To say frankly, we showed to the whole world what the debt hole and incompetent financial authorities are doing with our country. And after the events of last week in Verkhovna Rada, our Western partners also began to fear seeing the development of Ukraine in an even more dramatic scenario. So what should we do? Should we devaluate hryvnia, spurring exports, or strengthen our currency, fighting high inflation? And without a cash injection and an increase of the tax burden, it is unlikely that we will be able to solve our debt problems and pay new pensions. Plus, experts are constantly reminding of the approaching economic problems.

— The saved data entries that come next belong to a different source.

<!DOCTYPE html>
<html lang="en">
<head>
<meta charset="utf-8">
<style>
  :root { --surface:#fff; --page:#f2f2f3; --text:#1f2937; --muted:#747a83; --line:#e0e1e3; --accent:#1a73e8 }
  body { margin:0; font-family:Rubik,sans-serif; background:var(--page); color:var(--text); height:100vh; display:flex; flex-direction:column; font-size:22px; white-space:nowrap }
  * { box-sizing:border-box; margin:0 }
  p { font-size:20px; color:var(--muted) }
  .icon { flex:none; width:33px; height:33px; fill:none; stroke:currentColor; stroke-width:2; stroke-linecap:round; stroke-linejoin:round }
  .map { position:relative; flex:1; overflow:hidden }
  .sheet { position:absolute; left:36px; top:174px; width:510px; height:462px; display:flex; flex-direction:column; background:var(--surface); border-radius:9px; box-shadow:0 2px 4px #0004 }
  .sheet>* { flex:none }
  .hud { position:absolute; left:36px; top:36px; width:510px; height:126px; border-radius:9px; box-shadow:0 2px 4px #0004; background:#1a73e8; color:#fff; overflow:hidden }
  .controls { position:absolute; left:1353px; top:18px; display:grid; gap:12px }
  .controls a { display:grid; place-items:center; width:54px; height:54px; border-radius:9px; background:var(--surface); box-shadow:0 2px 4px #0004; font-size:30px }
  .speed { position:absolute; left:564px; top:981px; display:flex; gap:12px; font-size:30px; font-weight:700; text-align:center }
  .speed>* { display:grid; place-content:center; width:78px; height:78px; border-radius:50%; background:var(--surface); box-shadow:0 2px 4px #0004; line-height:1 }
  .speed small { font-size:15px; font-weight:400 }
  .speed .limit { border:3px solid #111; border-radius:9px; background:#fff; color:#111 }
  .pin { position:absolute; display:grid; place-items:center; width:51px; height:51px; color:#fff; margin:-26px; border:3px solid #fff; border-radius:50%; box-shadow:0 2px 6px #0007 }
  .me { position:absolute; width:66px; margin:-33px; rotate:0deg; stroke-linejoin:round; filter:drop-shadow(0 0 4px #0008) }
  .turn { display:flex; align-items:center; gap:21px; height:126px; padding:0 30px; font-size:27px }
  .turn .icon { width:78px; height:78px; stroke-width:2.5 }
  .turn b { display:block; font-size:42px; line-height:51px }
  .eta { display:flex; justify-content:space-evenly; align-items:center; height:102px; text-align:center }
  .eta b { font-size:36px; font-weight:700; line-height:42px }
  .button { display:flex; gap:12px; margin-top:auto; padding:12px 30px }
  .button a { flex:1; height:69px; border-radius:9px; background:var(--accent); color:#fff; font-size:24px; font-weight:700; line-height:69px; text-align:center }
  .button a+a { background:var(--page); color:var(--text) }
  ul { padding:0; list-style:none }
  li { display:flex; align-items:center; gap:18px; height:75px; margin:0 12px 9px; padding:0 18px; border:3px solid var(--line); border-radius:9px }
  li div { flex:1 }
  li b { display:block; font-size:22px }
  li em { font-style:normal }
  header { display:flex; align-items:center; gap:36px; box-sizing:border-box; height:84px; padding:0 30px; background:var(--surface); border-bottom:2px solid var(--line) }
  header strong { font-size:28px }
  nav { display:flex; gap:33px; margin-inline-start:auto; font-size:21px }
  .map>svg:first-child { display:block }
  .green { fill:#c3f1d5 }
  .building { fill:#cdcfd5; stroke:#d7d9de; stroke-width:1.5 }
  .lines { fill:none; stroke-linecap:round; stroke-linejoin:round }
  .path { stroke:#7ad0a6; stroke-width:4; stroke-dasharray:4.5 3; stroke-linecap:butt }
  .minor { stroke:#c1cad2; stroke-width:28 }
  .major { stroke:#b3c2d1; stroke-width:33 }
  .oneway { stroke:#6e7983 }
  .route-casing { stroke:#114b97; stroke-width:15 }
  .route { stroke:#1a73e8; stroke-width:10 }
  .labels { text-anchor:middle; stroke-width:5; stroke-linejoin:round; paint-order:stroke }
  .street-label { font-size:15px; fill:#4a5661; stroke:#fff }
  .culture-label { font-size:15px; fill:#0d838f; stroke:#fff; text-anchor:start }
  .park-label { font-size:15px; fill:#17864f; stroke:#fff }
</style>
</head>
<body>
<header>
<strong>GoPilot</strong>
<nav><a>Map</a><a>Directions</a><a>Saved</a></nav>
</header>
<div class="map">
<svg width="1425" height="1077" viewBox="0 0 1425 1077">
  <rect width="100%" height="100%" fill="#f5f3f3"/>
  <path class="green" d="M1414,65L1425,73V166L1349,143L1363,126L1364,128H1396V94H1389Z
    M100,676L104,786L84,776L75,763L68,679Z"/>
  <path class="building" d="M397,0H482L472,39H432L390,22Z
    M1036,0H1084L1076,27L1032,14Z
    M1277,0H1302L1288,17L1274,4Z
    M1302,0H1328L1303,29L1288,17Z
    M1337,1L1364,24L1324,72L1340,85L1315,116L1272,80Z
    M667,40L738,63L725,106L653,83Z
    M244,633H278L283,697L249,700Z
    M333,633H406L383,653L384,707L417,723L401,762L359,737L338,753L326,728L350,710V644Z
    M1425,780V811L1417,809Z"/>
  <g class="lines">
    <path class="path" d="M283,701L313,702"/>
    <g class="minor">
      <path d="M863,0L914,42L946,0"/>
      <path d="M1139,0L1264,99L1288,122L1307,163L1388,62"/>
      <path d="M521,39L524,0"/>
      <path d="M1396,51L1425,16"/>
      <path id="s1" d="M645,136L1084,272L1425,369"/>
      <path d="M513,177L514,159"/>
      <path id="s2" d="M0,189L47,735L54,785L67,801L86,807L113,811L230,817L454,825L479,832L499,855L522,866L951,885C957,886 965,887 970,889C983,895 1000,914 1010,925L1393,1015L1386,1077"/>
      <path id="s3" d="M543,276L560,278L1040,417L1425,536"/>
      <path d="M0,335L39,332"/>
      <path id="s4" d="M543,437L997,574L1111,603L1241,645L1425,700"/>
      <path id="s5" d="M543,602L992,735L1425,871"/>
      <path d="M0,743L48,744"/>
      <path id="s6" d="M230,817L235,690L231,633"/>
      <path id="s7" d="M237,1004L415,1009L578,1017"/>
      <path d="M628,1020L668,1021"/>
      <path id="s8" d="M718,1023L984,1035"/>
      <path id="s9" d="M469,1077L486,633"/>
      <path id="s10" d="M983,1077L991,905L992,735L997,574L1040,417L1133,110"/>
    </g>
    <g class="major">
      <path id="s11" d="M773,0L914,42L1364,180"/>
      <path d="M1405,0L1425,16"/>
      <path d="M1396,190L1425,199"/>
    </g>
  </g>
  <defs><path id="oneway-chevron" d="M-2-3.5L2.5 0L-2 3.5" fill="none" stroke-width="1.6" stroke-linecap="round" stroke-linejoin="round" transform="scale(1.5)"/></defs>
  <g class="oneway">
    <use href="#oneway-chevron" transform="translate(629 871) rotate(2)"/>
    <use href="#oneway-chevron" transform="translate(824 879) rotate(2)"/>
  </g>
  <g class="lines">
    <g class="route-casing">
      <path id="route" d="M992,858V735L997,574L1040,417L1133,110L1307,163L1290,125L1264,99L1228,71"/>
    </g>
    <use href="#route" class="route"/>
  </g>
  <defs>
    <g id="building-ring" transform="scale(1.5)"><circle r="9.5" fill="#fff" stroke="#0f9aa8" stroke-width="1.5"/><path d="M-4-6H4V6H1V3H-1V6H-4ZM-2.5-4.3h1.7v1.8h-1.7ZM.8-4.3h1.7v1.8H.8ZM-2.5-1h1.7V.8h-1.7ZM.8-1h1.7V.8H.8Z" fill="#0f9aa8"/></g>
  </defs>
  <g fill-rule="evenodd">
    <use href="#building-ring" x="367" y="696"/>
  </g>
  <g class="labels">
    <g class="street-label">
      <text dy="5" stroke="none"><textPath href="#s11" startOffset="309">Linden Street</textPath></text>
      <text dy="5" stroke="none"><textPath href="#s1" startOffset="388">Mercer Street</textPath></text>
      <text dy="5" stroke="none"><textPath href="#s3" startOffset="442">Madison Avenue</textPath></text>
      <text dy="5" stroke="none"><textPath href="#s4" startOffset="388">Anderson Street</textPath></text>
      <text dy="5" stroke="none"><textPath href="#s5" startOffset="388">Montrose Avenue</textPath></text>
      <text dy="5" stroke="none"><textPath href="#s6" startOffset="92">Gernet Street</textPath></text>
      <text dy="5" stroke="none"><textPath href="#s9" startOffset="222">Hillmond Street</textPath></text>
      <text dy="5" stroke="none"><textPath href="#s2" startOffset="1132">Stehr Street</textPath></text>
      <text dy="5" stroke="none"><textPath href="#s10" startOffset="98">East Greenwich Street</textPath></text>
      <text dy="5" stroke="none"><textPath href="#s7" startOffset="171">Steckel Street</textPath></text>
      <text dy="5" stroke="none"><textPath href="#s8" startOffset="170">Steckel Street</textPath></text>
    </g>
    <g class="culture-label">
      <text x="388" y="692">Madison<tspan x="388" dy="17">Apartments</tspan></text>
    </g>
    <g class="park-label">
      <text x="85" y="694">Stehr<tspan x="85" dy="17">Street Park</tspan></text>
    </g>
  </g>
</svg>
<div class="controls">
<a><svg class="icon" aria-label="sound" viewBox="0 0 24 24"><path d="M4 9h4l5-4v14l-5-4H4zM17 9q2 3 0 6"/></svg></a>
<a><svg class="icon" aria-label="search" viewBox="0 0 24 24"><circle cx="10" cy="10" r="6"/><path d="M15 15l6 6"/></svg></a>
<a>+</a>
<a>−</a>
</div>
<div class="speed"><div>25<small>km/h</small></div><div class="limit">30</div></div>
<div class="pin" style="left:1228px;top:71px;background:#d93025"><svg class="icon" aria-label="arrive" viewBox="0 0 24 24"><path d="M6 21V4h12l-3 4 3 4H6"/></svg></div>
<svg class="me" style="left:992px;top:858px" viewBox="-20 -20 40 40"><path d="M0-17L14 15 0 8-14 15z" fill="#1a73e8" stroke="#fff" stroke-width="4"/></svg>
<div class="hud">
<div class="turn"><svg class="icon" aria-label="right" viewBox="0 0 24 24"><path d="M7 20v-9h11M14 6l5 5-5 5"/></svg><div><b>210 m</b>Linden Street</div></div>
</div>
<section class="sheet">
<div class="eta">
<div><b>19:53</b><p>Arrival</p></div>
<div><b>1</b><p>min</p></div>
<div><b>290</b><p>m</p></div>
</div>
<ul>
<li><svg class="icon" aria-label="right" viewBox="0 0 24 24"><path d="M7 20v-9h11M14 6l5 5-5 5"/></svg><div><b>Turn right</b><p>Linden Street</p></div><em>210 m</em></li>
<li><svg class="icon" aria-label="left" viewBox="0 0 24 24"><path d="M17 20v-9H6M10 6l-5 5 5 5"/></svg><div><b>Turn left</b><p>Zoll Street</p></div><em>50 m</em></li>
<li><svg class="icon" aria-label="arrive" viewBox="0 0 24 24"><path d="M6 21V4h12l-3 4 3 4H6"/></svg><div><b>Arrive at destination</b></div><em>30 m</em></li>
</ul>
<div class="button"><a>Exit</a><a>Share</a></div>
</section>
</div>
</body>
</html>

Some people, coming back from the regions to Kyiv, say that we should finally give up the illusion that we will be able to return to the pre-crisis social and economic situation. Well, business needs to adapt to low rates and even falls of macroeconomic indicators. After all, the Cabinet will continue to lower real wages, and also shift the cost of taxes into prices. These are our bitter realities, and so far we unfortunately do not have other more professional managers.